Lynne outside the restored caravansarai, Gremi

Twins Winery, Napareuli

At Napareuli we dropped in on the much smaller Twins Winery where they were kind enough to show us around. They have Georgia's, and hence the world's largest qvervi, but they use it for showing an introductory film rather than for wine making.

The world's biggest qvervi, Twins Winery, Napareuli

We saw the vineyards and inspected their brand new qvervis set in a concrete floor ready for this year's vintage.

Brand new qvervis ready for this year's harvest, Twins Winery, Napareuli

Less willing to compromise with western techniques, they even make their ‘European style’ wines in qvervis - which makes them semi-European at best. Whatever my western trained palate may say about qvervi wines, the Georgians love them, so much so that they have had ‘winemaking in qvervi’ inscribed on the UNESCO list of the Intangible Cultural Heritage of Humanity (see Tasting Georgian Wine)

The wines, Twins Winery, Napareuli, Saperavi, Georgian style white, European style white

Guesthouse in Telavi

From Gremi the capital of Kakhetti moved to Telavi which, with 20,000 inhabitants is still the region’s chief town.
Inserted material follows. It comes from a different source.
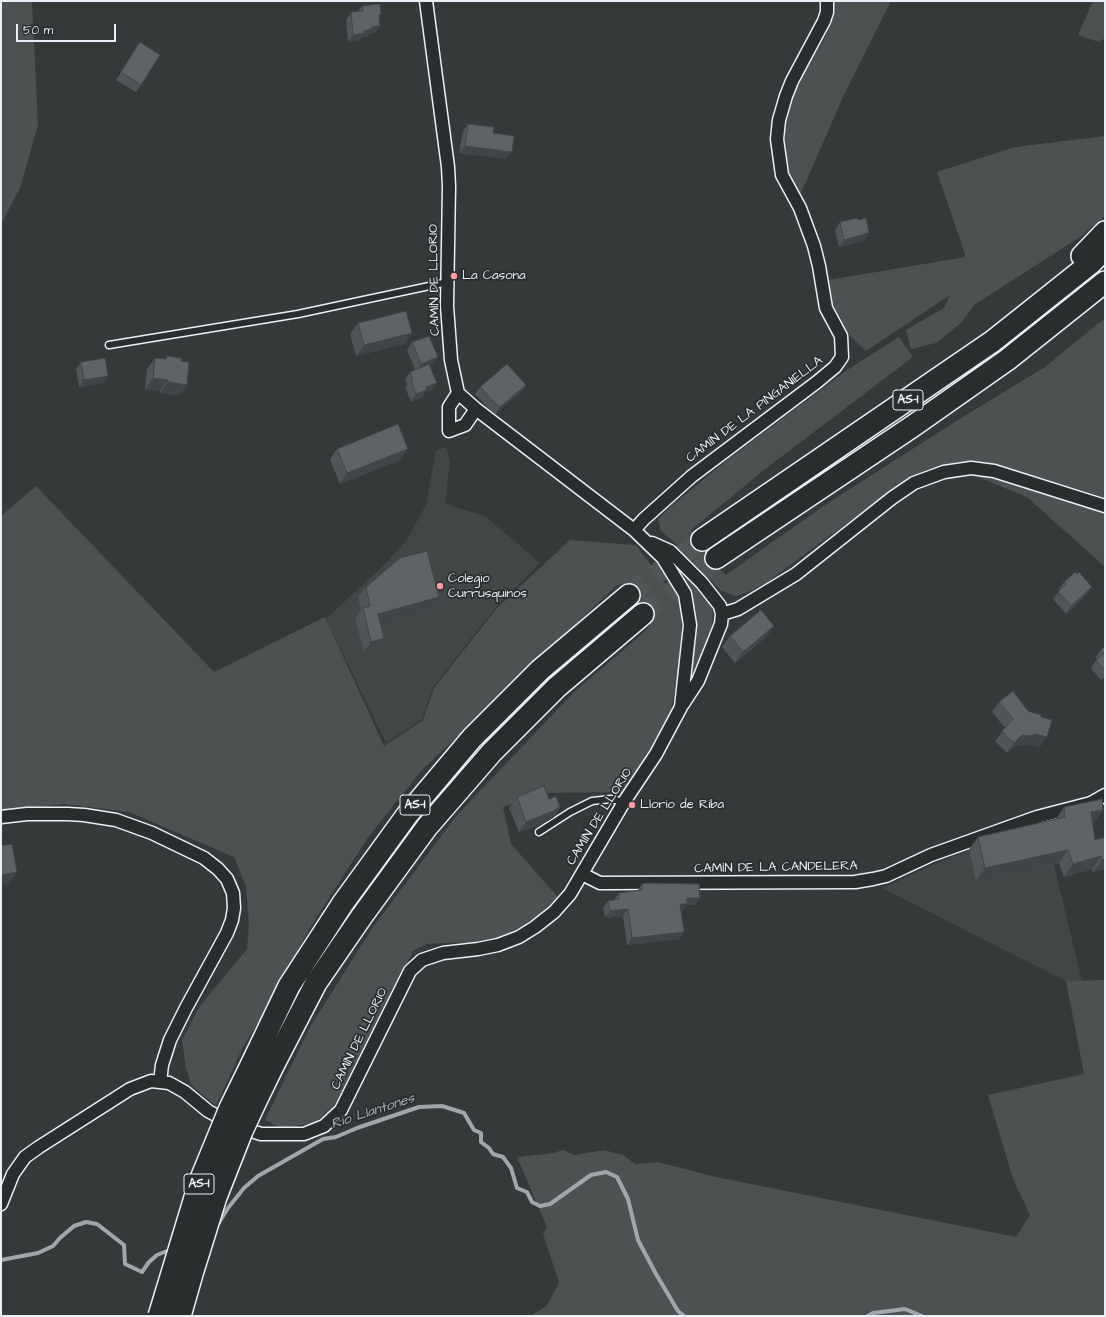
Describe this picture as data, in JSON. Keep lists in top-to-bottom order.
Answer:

We arrived in the early evening and thought the town had a sad post-Soviet look, although we were to partly revise that opinion in the morning.

Telavi sits on the hills that are the southern boundary of the vineyard-filled Alazani Valley. Our guest house was at the top of the town so our room and the balcony on which we had dinner had superb views over the valley to the distant foothills of the Caucasus beyond.

Looking over Telavi and the Alazani Valley

Dinner was as vast as we had expected. Bread, tomato and cucumber salad, aubergine purée, pork stew, pancakes stuffed with a walnut paste, slabs of fried pork, flaky pastry stuffed with meat and finally our first khachapuri – the cheese pie that is ubiquitous through Georgia, though each region takes pride in its own variation on the basic theme of melted cheese.

The four of us, Lynne and I, Dinara the guide and Alex the driver, made a spirited effort but could eat less than half the food on the table. This, we discovered, is the Georgian way; they would hate a guest to go hungry - or thirsty, a litre jug of murky brown white wine was also plonked on the table. By the time we reached the bottom I was developing a taste for it.